Show all lines from the records below in which the string "Turn" is present.
-------- Data under study
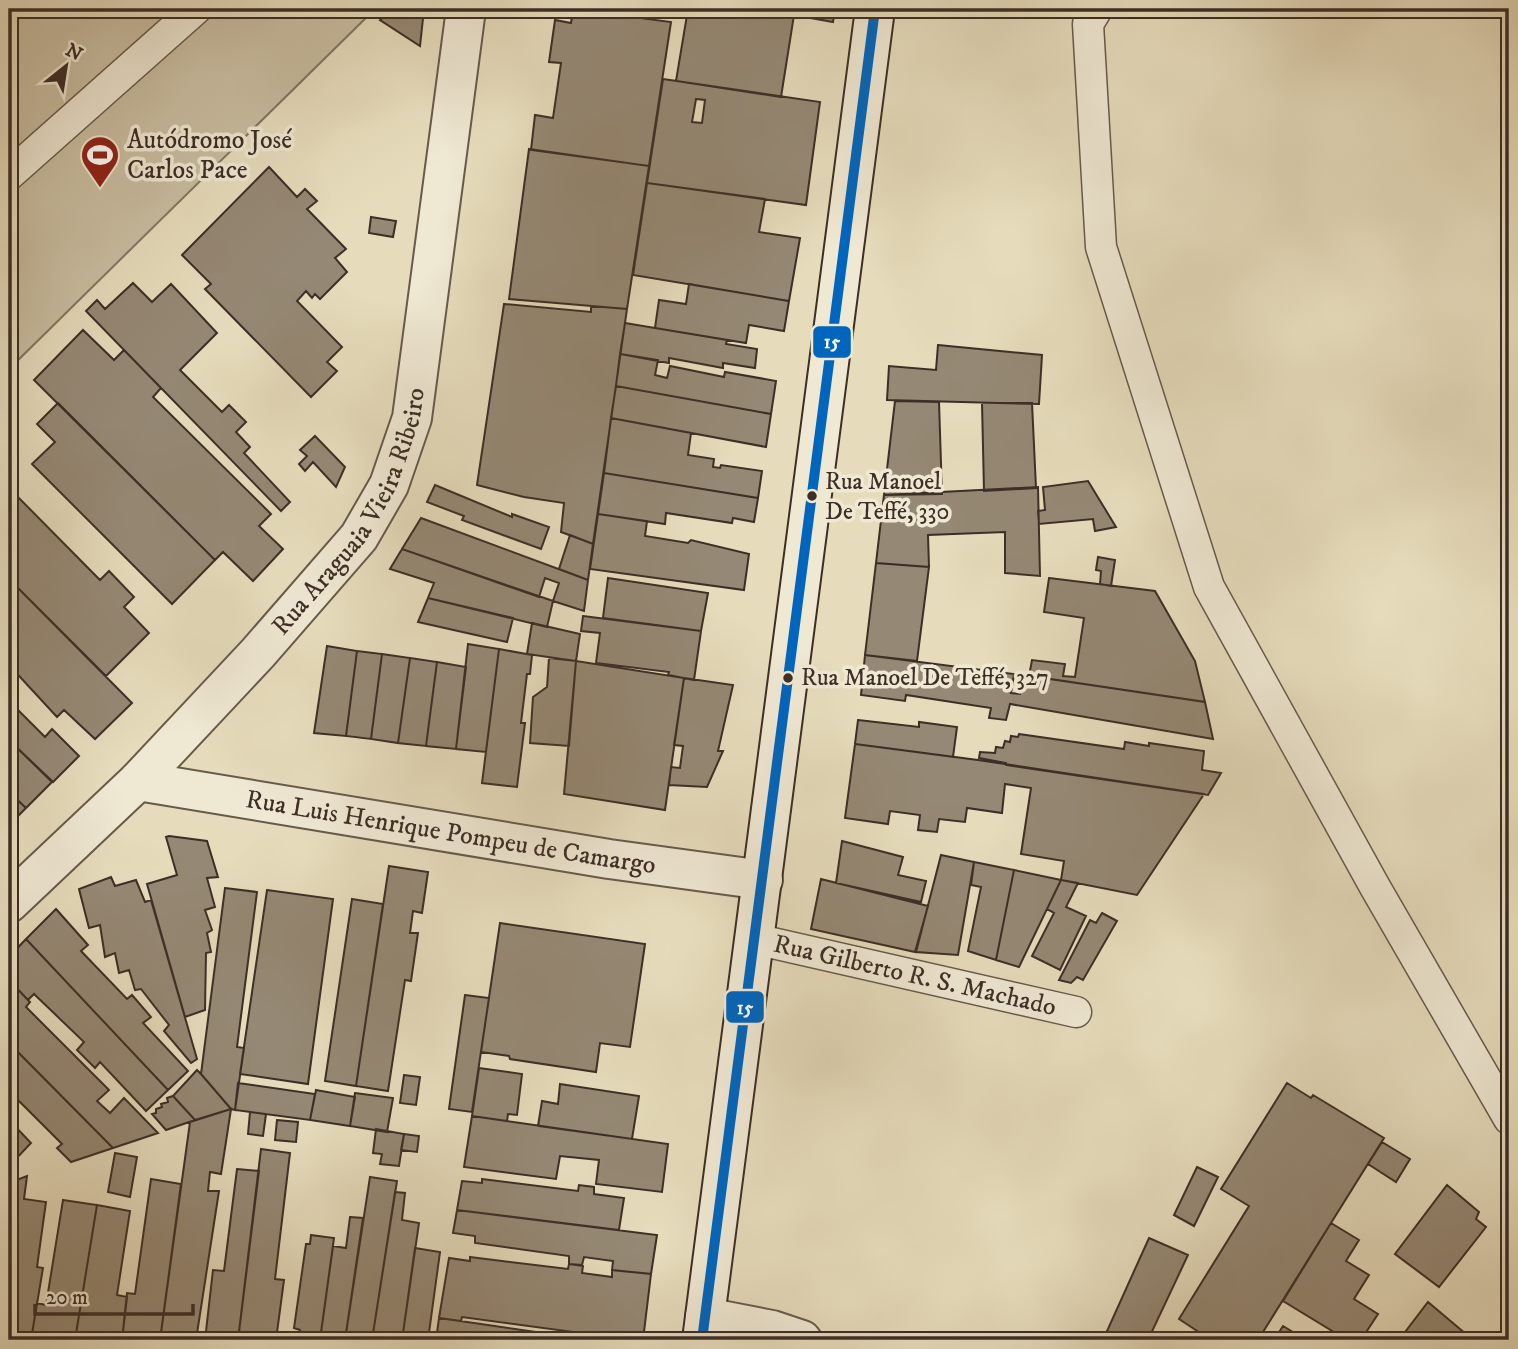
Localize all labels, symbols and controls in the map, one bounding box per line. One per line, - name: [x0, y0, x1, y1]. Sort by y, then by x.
- north arrow: [32, 32, 102, 102]
- text: N: [61, 39, 87, 67]
- place label: Autódromo José Carlos Pace: [127, 124, 292, 187]
- sports icon: Autódromo José Carlos Pace: [79, 134, 121, 189]
- line badge: 15: [812, 325, 852, 359]
- text: 15: [824, 331, 841, 354]
- street label: Rua Araguaia Vieira Ribeiro: [265, 386, 432, 642]
- place label: Rua Manoel De Teffé, 330: [825, 467, 949, 527]
- marker: Rua Manoel De Teffé, 330: [805, 489, 819, 503]
- place label: Rua Manoel De Teffé, 327: [801, 663, 1049, 693]
- marker: Rua Manoel De Teffé, 327: [781, 671, 795, 685]
- street label: Rua Luis Henrique Pompeu de Camargo: [243, 783, 658, 882]
- street label: Rua Gilberto R. S. Machado: [770, 927, 1060, 1024]
- line badge: 15: [725, 990, 765, 1024]
- text: 15: [737, 997, 754, 1020]
- scale bar: [35, 1272, 192, 1316]
- text: 20 m: [46, 1285, 88, 1311]

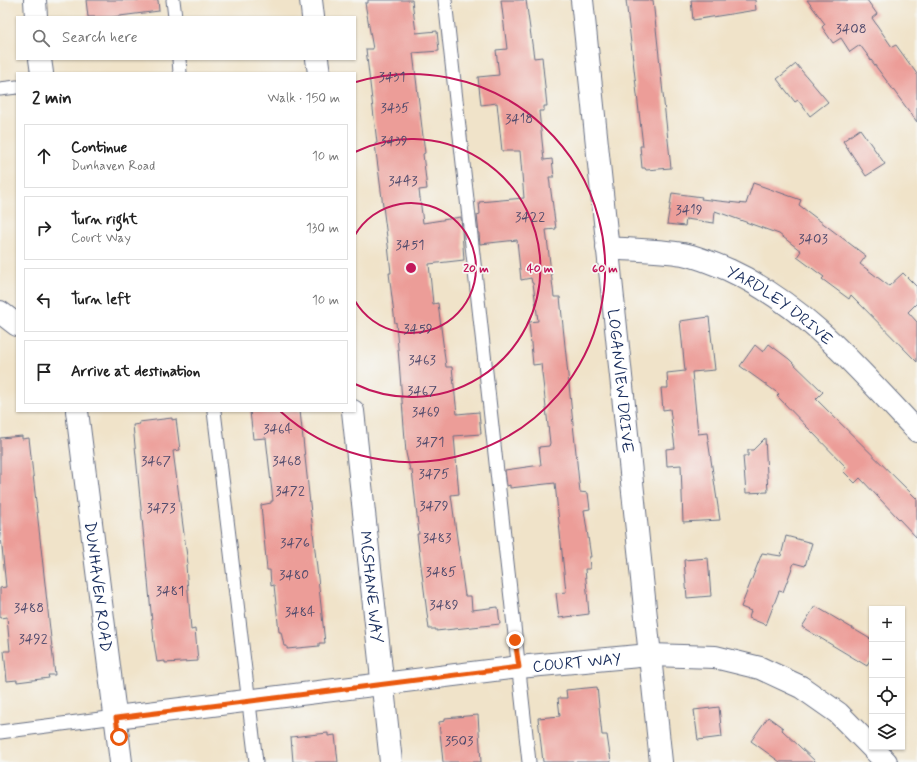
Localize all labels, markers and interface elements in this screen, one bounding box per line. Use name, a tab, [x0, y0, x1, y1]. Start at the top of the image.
search box	[16, 16, 356, 60]
house number: 3408	[835, 20, 867, 38]
icon: search	[30, 27, 52, 49]
text: Search here	[62, 28, 138, 48]
house number: 3431	[379, 68, 405, 86]
text: 2 min	[32, 87, 72, 109]
text: Walk · 150 m	[267, 90, 340, 107]
house number: 3435	[381, 99, 409, 117]
house number: 3418	[505, 110, 533, 128]
house number: 3439	[380, 132, 408, 150]
text: Continue	[71, 138, 127, 158]
icon: ahead	[33, 145, 55, 167]
text: 10 m	[312, 148, 339, 165]
text: Dunhaven Road	[71, 158, 155, 175]
house number: 3443	[388, 172, 418, 190]
house number: 3419	[675, 201, 703, 219]
house number: 3422	[515, 208, 545, 226]
text: Turn right	[71, 210, 138, 230]
icon: right	[33, 217, 55, 239]
text: 130 m	[306, 220, 339, 237]
text: Court Way	[71, 230, 131, 247]
house number: 3403	[798, 230, 828, 248]
house number: 3451	[396, 236, 424, 254]
centre of rings	[404, 261, 418, 275]
text: 20 m	[463, 261, 489, 277]
text: 40 m	[527, 261, 554, 277]
text: 60 m	[592, 261, 618, 277]
street label: YARDLEY DRIVE	[723, 261, 837, 350]
icon: left	[33, 289, 55, 311]
text: Turn left	[71, 290, 131, 310]
text: 10 m	[312, 292, 339, 309]
street label: LOGANVIEW DRIVE	[602, 308, 638, 454]
house number: 3459	[403, 320, 433, 338]
house number: 3463	[408, 351, 436, 369]
icon: arrive	[33, 361, 55, 383]
text: Arrive at destination	[71, 362, 200, 382]
house number: 3467	[407, 382, 437, 400]
house number: 3469	[412, 403, 440, 421]
house number: 3464	[263, 420, 293, 438]
house number: 3471	[416, 433, 444, 451]
house number: 3467	[141, 452, 171, 470]
house number: 3468	[272, 452, 302, 470]
house number: 3475	[418, 465, 450, 483]
house number: 3472	[275, 482, 305, 500]
house number: 3479	[419, 497, 449, 515]
house number: 3473	[147, 499, 175, 517]
street label: DUNHAVEN ROAD	[79, 520, 116, 653]
house number: 3483	[423, 529, 451, 547]
street label: MCSHANE WAY	[354, 530, 387, 644]
house number: 3476	[280, 534, 310, 552]
house number: 3485	[426, 563, 456, 581]
house number: 3480	[279, 566, 309, 584]
house number: 3481	[156, 582, 184, 600]
house number: 3489	[429, 596, 459, 614]
house number: 3488	[14, 599, 44, 617]
house number: 3484	[285, 603, 315, 621]
map controls	[869, 606, 905, 750]
button: +	[869, 606, 905, 642]
house number: 3492	[18, 630, 48, 648]
route end	[506, 631, 524, 649]
button: −	[869, 642, 905, 678]
street label: COURT WAY	[532, 649, 622, 678]
button: locate	[869, 678, 905, 714]
button: layers	[869, 714, 905, 750]
route start	[110, 728, 128, 746]
house number: 3503	[445, 732, 473, 750]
----------------
■ Task result ■
text: Turn right	[71, 210, 138, 230]
text: Turn left	[71, 290, 131, 310]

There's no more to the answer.